There is no recession going on in Cape Cod emergency rooms. The Guinness Book of World’s Records was at the hospital in Hyannis certifying the record for most broken bones set in a 24-hour period. The ER doctors almost broke the cracked skull record, coming in second to the Saugus Marble Company disaster. We all remember when their delivery truck, loaded with six million marbles, crashed into a home heating oil tanker in the path of the Boston Marathon back in the 70’s.

On day one of this modern ice age, Mary and I were leaving for work and I stepped out the front door onto the stoop, only then realizing that it was covered with a clear glaze of ice. Briefcase in one hand and cup of coffee in the other, I was in trouble. I couldn’t retreat back into the house without my foot slipping out from under me, nor could I negotiate the rest of the steps without the risk of a life changing injury.

I considered having Mary call 911. I could just stand there until firemen came to pluck me from my predicament, hopefully with such skill that I wouldn’t spill a drop of my coffee. Running this scenario through my head, I imagined the fire log in the weekly local newspaper: “Man stranded on frozen steps rescued by hook and ladder company at cost to taxpayers of $1,500.”

Plan B came to mind fairly swiftly. If I could just squat down, it would take at least four feet out of my fall, reducing the chance for a severe injury. So I called back to Mary: “I’m goin’ down!” With that, I slowly (and I mean really slowly, which Mary found to be intensely entertaining and comical) started squatting down. About half way into Plan B, I became aware of the physics involved. It has something to do with the ratio of the size of your derrière to the mass of your frontal lobe and, apparently, my ratio is too large.
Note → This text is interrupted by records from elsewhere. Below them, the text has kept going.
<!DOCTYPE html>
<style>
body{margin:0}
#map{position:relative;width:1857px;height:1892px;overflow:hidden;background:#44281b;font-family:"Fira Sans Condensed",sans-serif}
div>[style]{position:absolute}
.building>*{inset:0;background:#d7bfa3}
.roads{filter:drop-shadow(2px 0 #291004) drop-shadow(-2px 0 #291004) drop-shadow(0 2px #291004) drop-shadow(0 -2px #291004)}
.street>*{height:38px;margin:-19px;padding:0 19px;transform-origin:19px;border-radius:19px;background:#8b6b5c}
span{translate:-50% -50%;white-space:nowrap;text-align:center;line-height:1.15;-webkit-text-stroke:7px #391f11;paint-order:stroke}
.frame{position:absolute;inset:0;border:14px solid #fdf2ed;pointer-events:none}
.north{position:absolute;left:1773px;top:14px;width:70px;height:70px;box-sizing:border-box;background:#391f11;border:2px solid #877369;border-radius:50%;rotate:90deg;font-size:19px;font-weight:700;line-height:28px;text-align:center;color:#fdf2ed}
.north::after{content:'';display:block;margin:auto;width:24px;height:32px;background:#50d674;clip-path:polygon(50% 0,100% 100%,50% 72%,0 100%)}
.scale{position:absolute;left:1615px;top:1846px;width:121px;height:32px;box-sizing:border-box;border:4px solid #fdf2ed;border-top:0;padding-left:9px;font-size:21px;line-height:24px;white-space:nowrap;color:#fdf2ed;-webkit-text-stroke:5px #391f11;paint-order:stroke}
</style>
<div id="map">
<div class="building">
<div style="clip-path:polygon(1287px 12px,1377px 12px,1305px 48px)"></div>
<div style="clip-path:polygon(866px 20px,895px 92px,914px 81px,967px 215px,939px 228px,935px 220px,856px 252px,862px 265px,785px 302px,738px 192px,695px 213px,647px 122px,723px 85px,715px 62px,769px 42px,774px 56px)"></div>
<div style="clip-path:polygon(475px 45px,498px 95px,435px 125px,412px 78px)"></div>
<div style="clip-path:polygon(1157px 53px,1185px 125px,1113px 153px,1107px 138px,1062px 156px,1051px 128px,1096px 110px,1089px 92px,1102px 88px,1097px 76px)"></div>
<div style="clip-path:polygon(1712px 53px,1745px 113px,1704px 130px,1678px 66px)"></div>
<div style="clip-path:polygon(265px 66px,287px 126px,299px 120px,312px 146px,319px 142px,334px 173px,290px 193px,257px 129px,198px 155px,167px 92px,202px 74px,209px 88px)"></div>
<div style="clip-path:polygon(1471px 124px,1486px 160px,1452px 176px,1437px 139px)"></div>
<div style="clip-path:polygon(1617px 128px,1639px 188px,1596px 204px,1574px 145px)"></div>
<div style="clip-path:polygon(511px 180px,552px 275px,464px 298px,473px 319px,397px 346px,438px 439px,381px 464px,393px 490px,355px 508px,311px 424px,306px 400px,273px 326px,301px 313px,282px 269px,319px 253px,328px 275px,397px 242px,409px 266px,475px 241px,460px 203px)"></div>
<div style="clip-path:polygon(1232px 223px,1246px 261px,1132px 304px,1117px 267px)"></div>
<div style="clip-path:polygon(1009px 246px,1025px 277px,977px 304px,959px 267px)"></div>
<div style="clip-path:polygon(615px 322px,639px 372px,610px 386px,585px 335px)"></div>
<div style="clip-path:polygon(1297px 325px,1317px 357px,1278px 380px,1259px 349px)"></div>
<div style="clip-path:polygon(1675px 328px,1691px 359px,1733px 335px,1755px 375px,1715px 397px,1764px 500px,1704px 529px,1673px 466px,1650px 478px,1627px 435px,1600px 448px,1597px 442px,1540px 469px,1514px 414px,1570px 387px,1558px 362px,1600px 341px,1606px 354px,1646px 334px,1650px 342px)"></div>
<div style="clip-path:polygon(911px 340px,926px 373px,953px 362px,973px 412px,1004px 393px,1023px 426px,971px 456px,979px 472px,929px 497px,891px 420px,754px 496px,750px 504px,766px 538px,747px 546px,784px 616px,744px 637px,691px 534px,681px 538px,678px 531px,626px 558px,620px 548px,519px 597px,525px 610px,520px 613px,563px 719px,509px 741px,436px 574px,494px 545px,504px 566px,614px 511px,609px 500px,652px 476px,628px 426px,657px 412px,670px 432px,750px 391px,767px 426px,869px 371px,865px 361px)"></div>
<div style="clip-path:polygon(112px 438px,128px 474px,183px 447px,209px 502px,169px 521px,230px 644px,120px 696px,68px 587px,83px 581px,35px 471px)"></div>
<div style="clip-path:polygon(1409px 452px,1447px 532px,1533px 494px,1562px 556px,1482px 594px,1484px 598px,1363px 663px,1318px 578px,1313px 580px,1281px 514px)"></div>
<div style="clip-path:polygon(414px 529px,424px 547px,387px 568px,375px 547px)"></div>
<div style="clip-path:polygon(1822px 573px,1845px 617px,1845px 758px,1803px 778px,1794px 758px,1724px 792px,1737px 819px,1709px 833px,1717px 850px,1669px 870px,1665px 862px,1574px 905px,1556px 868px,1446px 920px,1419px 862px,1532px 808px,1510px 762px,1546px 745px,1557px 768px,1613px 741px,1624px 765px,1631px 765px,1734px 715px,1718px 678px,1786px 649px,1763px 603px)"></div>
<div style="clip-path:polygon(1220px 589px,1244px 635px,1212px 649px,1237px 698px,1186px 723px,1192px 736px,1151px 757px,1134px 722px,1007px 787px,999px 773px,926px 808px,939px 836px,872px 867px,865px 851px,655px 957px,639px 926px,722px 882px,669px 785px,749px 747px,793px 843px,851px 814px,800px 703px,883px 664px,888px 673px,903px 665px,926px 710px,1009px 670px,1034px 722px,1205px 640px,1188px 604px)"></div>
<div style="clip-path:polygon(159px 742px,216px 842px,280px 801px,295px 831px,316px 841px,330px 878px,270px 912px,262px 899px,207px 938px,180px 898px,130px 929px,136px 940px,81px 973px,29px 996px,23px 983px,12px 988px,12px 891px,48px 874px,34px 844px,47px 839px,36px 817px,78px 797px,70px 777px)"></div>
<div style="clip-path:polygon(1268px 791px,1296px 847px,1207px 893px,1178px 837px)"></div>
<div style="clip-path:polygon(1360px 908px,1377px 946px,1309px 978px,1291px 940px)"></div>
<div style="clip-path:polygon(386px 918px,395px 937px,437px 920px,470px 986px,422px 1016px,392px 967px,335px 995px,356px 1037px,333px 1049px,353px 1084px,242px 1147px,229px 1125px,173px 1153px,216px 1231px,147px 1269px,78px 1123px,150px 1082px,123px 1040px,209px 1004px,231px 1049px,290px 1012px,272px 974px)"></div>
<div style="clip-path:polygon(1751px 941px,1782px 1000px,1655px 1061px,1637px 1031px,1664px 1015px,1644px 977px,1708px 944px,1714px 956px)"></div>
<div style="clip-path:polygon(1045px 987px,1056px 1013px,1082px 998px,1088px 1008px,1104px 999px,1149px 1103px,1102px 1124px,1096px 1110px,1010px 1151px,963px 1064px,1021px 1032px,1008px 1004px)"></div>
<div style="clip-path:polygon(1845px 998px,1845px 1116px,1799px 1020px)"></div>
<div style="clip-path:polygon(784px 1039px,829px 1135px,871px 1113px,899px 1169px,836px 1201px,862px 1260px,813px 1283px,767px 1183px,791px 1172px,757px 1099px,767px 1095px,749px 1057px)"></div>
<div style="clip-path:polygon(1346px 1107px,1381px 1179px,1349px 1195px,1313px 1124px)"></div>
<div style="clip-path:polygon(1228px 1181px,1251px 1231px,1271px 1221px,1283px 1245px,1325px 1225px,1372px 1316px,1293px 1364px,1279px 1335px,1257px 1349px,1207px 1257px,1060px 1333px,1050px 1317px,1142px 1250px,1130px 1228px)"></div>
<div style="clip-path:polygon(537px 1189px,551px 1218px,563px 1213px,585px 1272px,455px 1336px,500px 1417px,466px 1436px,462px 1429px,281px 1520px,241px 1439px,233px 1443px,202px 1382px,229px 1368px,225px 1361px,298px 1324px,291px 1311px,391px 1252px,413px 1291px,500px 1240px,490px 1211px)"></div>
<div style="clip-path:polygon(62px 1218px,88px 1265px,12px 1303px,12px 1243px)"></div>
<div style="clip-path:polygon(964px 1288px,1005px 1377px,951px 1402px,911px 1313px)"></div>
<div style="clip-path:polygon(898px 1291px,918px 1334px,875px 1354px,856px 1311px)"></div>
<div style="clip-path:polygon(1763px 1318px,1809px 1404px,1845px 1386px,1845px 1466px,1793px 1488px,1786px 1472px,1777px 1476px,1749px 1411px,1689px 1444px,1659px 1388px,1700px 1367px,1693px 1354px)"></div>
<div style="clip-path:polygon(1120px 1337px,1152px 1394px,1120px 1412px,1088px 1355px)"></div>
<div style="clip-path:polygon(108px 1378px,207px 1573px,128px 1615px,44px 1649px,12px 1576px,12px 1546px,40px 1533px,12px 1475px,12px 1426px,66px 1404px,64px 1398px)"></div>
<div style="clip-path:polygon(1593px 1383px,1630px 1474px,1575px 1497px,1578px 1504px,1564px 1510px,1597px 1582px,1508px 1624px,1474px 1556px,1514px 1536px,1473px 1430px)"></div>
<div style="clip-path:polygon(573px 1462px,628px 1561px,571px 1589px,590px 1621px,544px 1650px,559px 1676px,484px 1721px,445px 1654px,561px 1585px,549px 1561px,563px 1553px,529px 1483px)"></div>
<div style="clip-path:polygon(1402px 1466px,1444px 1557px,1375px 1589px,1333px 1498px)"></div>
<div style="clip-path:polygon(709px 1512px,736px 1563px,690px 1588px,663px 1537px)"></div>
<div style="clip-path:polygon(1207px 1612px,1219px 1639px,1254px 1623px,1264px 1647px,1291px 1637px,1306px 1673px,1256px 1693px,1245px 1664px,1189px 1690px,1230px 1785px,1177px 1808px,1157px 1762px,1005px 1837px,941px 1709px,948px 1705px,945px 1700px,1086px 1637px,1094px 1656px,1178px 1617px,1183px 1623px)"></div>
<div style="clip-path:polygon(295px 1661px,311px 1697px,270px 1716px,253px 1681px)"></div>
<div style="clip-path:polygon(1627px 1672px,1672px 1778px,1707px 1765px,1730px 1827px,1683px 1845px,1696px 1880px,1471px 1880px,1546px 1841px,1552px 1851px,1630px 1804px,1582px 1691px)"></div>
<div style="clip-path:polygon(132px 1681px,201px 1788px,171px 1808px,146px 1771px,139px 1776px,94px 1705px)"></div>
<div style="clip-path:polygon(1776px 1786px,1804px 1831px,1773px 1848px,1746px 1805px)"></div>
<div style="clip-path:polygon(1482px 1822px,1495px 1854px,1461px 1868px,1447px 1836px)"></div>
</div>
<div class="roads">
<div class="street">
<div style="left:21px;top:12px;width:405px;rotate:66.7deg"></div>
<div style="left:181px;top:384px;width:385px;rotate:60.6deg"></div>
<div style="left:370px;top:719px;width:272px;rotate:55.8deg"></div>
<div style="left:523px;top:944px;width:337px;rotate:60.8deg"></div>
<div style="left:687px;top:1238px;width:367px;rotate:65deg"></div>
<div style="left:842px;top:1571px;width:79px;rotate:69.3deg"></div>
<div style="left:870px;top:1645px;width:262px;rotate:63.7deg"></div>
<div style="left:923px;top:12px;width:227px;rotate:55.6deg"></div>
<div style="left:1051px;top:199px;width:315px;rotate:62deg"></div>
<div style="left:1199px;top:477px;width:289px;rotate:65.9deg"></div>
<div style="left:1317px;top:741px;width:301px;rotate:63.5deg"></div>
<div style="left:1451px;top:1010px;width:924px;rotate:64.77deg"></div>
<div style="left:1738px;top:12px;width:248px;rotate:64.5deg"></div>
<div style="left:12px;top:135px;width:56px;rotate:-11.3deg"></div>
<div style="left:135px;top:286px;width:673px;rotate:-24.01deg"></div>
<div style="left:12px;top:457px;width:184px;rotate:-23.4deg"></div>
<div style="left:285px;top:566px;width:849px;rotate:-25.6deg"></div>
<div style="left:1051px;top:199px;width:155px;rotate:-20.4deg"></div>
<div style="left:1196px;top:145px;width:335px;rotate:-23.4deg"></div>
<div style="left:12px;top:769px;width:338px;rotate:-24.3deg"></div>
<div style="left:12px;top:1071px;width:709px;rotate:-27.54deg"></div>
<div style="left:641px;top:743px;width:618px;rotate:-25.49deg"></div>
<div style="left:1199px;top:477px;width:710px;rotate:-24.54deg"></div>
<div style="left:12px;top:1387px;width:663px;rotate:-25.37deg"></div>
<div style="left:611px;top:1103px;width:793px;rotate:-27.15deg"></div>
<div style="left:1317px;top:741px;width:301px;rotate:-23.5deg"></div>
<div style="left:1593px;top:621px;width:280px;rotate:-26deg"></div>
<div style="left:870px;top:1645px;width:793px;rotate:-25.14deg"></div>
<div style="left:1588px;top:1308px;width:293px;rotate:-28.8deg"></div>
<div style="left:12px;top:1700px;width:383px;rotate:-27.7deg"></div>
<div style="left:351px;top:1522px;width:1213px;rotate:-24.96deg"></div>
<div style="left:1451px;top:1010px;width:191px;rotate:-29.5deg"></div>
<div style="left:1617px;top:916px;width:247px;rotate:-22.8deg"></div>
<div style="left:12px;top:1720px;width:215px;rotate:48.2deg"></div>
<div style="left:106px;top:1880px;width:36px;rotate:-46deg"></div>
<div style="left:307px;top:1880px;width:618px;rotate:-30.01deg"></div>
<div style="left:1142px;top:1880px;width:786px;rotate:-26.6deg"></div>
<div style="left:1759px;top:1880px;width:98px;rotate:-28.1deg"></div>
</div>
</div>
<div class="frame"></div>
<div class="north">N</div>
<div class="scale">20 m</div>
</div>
My feet went out from under me in an instant and I landed hard on my ratio. Fortunately, I hadn’t injured anything, although I did lose control of my coffee; all the more entertaining for Mary, who by now was experiencing uncontrollable laughter—the kind that’s interrupted every few seconds with a snort.

From this point, all I had to do was scoot down the steps until I could reach a patch of snow and regain my footing. The rest of the trip to the car was quite treacherous and has remained so for over a week.

I wanted to share this tale with all of our friends who are enjoying the season down in their Floridian lairs. I imagine you’re all feeling very happy and smug about your decision to leave the character-building New England winters behind. If I was the envious type, I would cast a cold spell on you that would have you considering pulling a sweater out of the closet or closing a window or two, but I’m not. See you in the spring.